"""

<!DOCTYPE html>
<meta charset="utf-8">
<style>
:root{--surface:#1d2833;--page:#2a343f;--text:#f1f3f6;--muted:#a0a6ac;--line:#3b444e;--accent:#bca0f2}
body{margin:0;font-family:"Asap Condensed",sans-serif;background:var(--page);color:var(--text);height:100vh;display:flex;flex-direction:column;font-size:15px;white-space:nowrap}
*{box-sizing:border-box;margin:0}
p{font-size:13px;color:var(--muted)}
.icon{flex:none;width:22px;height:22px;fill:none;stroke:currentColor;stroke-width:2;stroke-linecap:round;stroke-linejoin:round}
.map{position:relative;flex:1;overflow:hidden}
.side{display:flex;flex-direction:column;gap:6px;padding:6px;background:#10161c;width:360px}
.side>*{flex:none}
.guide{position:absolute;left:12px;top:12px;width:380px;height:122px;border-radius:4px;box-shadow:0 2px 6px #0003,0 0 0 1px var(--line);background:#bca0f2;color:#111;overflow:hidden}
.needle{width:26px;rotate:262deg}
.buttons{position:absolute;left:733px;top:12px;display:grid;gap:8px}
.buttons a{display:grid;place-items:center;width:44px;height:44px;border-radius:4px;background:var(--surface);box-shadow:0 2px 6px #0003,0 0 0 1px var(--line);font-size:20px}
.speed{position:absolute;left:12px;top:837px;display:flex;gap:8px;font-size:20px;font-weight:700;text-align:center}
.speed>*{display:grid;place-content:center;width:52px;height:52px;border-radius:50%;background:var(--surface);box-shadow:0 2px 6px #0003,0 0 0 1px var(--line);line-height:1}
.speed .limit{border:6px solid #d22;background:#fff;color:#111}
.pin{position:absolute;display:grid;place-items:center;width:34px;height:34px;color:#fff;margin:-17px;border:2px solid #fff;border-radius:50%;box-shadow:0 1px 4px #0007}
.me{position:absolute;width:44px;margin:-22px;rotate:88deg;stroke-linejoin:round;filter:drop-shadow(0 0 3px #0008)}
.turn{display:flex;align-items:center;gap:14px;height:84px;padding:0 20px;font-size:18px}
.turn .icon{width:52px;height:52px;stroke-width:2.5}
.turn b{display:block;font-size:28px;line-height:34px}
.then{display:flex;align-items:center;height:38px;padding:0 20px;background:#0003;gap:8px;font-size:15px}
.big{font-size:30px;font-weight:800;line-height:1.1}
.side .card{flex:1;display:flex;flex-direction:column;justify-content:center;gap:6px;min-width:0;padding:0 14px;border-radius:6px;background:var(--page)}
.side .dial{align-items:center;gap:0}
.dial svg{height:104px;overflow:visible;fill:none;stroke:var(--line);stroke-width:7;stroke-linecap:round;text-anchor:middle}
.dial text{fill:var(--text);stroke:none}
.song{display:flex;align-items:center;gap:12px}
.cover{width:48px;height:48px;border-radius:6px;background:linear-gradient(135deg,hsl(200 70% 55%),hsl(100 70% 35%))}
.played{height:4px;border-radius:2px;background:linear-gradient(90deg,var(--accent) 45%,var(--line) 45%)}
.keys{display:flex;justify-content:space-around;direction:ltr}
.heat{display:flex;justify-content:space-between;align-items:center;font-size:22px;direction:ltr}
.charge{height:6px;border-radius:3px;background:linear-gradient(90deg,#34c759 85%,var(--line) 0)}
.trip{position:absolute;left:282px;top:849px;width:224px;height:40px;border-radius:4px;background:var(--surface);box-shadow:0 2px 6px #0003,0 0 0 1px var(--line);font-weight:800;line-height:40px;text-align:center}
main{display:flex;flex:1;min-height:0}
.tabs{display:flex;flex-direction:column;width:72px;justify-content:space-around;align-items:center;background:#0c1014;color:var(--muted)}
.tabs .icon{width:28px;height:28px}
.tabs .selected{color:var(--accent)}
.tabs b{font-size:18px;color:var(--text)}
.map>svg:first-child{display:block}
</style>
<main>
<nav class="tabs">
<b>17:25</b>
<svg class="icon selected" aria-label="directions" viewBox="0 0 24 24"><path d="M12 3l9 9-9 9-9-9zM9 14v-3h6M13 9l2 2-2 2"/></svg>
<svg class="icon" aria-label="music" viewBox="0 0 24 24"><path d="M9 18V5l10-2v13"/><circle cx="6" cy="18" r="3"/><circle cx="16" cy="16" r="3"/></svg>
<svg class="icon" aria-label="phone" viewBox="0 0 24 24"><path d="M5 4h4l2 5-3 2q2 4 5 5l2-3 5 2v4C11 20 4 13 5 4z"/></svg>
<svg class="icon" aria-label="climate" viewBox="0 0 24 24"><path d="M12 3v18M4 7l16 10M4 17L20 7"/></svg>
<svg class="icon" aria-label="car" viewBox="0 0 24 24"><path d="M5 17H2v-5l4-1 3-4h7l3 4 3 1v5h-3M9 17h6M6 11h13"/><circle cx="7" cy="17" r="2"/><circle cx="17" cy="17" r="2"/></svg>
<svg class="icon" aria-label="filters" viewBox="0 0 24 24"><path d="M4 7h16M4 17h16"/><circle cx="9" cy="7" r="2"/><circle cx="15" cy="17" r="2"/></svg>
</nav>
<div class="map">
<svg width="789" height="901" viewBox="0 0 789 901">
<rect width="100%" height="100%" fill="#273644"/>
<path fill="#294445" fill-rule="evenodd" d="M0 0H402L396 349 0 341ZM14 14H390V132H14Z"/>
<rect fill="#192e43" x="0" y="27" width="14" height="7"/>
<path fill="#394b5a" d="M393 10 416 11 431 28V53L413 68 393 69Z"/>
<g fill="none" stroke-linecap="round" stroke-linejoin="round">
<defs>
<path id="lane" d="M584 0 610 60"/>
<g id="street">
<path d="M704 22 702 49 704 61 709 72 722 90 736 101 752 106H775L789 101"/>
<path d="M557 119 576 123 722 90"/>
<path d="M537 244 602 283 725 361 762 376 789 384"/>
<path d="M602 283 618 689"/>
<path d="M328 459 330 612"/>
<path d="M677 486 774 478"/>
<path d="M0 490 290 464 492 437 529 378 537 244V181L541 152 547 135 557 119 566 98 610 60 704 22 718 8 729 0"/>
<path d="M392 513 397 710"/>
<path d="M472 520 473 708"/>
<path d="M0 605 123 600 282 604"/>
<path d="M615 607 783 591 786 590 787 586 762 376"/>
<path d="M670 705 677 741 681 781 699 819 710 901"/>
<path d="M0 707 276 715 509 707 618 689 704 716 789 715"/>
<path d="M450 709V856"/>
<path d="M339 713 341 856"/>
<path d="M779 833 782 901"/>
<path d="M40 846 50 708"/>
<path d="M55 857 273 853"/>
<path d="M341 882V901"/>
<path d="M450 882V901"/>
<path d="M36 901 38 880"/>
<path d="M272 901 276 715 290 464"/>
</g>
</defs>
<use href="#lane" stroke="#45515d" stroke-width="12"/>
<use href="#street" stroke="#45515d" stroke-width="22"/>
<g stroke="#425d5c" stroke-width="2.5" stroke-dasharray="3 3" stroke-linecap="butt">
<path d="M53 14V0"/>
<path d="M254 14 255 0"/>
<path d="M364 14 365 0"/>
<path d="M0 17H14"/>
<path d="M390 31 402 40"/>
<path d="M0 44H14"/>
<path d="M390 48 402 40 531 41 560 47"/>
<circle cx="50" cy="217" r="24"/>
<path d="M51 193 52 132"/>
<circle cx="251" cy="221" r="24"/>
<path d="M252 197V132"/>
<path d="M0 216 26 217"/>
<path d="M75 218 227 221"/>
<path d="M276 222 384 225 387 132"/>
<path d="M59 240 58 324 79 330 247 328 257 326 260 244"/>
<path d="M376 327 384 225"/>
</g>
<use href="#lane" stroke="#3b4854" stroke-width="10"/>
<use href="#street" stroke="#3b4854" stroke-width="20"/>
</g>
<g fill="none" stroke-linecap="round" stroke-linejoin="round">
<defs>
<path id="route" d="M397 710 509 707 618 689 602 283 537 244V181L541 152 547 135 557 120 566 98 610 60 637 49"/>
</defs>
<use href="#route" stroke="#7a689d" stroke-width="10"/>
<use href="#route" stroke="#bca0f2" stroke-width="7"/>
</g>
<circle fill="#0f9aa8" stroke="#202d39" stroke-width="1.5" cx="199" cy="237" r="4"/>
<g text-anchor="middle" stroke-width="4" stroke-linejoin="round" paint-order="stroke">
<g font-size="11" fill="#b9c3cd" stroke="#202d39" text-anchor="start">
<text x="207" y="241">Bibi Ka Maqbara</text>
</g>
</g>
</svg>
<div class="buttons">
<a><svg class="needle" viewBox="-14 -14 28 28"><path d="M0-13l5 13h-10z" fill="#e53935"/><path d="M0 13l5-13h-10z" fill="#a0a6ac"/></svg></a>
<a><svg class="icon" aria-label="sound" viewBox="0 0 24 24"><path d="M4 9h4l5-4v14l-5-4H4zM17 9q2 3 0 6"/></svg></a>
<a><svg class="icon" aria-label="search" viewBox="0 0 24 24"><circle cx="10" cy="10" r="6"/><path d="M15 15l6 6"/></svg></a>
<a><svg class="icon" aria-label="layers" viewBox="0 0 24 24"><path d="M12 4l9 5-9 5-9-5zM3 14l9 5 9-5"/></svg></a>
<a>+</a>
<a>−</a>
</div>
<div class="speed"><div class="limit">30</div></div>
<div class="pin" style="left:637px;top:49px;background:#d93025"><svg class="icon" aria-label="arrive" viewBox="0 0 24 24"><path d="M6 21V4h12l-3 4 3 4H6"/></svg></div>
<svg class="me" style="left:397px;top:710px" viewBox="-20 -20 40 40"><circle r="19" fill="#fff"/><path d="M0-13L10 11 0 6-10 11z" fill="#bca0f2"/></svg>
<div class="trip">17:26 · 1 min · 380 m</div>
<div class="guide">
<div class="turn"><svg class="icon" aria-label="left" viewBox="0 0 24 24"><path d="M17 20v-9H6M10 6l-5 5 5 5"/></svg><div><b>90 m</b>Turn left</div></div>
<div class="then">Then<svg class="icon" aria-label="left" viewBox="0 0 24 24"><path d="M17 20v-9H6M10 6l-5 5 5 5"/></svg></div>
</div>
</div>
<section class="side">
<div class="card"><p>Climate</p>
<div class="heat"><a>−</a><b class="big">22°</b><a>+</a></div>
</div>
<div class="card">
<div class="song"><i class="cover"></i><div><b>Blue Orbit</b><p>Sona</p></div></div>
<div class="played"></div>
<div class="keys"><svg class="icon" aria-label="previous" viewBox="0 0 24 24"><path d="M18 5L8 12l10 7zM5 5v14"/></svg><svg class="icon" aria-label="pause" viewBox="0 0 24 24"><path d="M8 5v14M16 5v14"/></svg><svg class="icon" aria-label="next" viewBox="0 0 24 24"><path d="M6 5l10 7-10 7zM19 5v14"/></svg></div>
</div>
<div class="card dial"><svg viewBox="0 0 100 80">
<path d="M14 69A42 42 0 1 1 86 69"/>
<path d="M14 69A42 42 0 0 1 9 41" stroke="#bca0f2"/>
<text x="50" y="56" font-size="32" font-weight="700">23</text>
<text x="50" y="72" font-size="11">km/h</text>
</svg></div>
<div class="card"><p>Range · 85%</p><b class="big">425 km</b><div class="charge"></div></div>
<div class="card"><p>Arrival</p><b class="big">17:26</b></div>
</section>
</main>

"""

__What is being asked__
Lines with "margin": find them in the data and copy each one.

__Answer space__
body{margin:0;font-family:"Asap Condensed",sans-serif;background:var(--page);color:var(--text);height:100vh;display:flex;flex-direction:column;font-size:15px;white-space:nowrap}
*{box-sizing:border-box;margin:0}
.pin{position:absolute;display:grid;place-items:center;width:34px;height:34px;color:#fff;margin:-17px;border:2px solid #fff;border-radius:50%;box-shadow:0 1px 4px #0007}
.me{position:absolute;width:44px;margin:-22px;rotate:88deg;stroke-linejoin:round;filter:drop-shadow(0 0 3px #0008)}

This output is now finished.